-- Task material follows --

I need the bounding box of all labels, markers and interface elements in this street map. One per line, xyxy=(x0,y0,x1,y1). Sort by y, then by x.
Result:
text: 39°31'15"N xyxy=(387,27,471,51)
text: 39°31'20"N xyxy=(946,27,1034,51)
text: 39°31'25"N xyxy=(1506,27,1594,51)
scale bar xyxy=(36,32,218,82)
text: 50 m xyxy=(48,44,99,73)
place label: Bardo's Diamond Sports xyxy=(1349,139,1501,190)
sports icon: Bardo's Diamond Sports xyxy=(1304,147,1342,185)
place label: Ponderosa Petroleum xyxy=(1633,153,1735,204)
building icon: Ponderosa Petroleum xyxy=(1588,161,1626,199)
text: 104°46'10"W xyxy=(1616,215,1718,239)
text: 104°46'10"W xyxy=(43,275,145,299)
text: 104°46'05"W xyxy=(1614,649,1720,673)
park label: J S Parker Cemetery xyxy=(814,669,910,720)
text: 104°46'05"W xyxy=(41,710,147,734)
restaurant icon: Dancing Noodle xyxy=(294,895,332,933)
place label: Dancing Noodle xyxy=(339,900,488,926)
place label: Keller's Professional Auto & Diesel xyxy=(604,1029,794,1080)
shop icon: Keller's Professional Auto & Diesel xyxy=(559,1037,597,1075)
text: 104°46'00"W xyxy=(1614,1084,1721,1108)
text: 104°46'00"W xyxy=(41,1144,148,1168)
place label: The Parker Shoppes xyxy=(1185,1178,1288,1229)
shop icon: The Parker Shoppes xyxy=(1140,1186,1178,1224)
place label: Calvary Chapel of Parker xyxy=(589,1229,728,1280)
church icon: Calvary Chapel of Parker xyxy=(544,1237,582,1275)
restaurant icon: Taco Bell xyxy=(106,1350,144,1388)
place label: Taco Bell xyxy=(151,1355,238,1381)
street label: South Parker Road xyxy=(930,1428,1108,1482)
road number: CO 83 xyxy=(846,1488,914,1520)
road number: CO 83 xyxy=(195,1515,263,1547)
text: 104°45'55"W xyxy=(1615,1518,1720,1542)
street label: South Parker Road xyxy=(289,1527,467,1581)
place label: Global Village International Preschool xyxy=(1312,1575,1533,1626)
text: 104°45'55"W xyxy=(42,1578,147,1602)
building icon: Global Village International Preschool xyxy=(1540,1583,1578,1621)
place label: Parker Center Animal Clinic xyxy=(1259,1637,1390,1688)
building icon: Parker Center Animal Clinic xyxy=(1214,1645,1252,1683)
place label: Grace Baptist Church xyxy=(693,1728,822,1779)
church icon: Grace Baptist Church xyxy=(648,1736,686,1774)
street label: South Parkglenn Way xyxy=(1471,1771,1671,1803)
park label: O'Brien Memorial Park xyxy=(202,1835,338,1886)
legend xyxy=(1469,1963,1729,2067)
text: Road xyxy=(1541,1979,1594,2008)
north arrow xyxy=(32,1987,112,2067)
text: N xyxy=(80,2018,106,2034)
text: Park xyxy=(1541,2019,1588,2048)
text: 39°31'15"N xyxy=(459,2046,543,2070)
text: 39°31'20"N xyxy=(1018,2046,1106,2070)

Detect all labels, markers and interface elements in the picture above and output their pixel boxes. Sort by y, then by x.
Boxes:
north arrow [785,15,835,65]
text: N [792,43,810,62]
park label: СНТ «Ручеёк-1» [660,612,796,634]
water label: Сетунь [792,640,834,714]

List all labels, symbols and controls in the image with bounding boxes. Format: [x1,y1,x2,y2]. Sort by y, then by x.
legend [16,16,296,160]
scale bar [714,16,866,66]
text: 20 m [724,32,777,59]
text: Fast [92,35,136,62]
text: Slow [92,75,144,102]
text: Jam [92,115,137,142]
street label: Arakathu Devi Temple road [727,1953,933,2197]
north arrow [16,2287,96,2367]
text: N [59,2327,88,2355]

-- Task material concluded --

— Required work —
Would you write out the data exactly as it reads?

— Answer section —
I need the bounding box of all labels, markers and interface elements in this street map. One per line, xyxy=(x0,y0,x1,y1). Sort by y, then by x.
Result:
text: 39°31'15"N xyxy=(387,27,471,51)
text: 39°31'20"N xyxy=(946,27,1034,51)
text: 39°31'25"N xyxy=(1506,27,1594,51)
scale bar xyxy=(36,32,218,82)
text: 50 m xyxy=(48,44,99,73)
place label: Bardo's Diamond Sports xyxy=(1349,139,1501,190)
sports icon: Bardo's Diamond Sports xyxy=(1304,147,1342,185)
place label: Ponderosa Petroleum xyxy=(1633,153,1735,204)
building icon: Ponderosa Petroleum xyxy=(1588,161,1626,199)
text: 104°46'10"W xyxy=(1616,215,1718,239)
text: 104°46'10"W xyxy=(43,275,145,299)
text: 104°46'05"W xyxy=(1614,649,1720,673)
park label: J S Parker Cemetery xyxy=(814,669,910,720)
text: 104°46'05"W xyxy=(41,710,147,734)
restaurant icon: Dancing Noodle xyxy=(294,895,332,933)
place label: Dancing Noodle xyxy=(339,900,488,926)
place label: Keller's Professional Auto & Diesel xyxy=(604,1029,794,1080)
shop icon: Keller's Professional Auto & Diesel xyxy=(559,1037,597,1075)
text: 104°46'00"W xyxy=(1614,1084,1721,1108)
text: 104°46'00"W xyxy=(41,1144,148,1168)
place label: The Parker Shoppes xyxy=(1185,1178,1288,1229)
shop icon: The Parker Shoppes xyxy=(1140,1186,1178,1224)
place label: Calvary Chapel of Parker xyxy=(589,1229,728,1280)
church icon: Calvary Chapel of Parker xyxy=(544,1237,582,1275)
restaurant icon: Taco Bell xyxy=(106,1350,144,1388)
place label: Taco Bell xyxy=(151,1355,238,1381)
street label: South Parker Road xyxy=(930,1428,1108,1482)
road number: CO 83 xyxy=(846,1488,914,1520)
road number: CO 83 xyxy=(195,1515,263,1547)
text: 104°45'55"W xyxy=(1615,1518,1720,1542)
street label: South Parker Road xyxy=(289,1527,467,1581)
place label: Global Village International Preschool xyxy=(1312,1575,1533,1626)
text: 104°45'55"W xyxy=(42,1578,147,1602)
building icon: Global Village International Preschool xyxy=(1540,1583,1578,1621)
place label: Parker Center Animal Clinic xyxy=(1259,1637,1390,1688)
building icon: Parker Center Animal Clinic xyxy=(1214,1645,1252,1683)
place label: Grace Baptist Church xyxy=(693,1728,822,1779)
church icon: Grace Baptist Church xyxy=(648,1736,686,1774)
street label: South Parkglenn Way xyxy=(1471,1771,1671,1803)
park label: O'Brien Memorial Park xyxy=(202,1835,338,1886)
legend xyxy=(1469,1963,1729,2067)
text: Road xyxy=(1541,1979,1594,2008)
north arrow xyxy=(32,1987,112,2067)
text: N xyxy=(80,2018,106,2034)
text: Park xyxy=(1541,2019,1588,2048)
text: 39°31'15"N xyxy=(459,2046,543,2070)
text: 39°31'20"N xyxy=(1018,2046,1106,2070)

Detect all labels, markers and interface elements in the picture above and output their pixel boxes. Sort by y, then by x.
Boxes:
north arrow [785,15,835,65]
text: N [792,43,810,62]
park label: СНТ «Ручеёк-1» [660,612,796,634]
water label: Сетунь [792,640,834,714]

List all labels, symbols and controls in the image with bounding boxes. Format: [x1,y1,x2,y2]. Sort by y, then by x.
legend [16,16,296,160]
scale bar [714,16,866,66]
text: 20 m [724,32,777,59]
text: Fast [92,35,136,62]
text: Slow [92,75,144,102]
text: Jam [92,115,137,142]
street label: Arakathu Devi Temple road [727,1953,933,2197]
north arrow [16,2287,96,2367]
text: N [59,2327,88,2355]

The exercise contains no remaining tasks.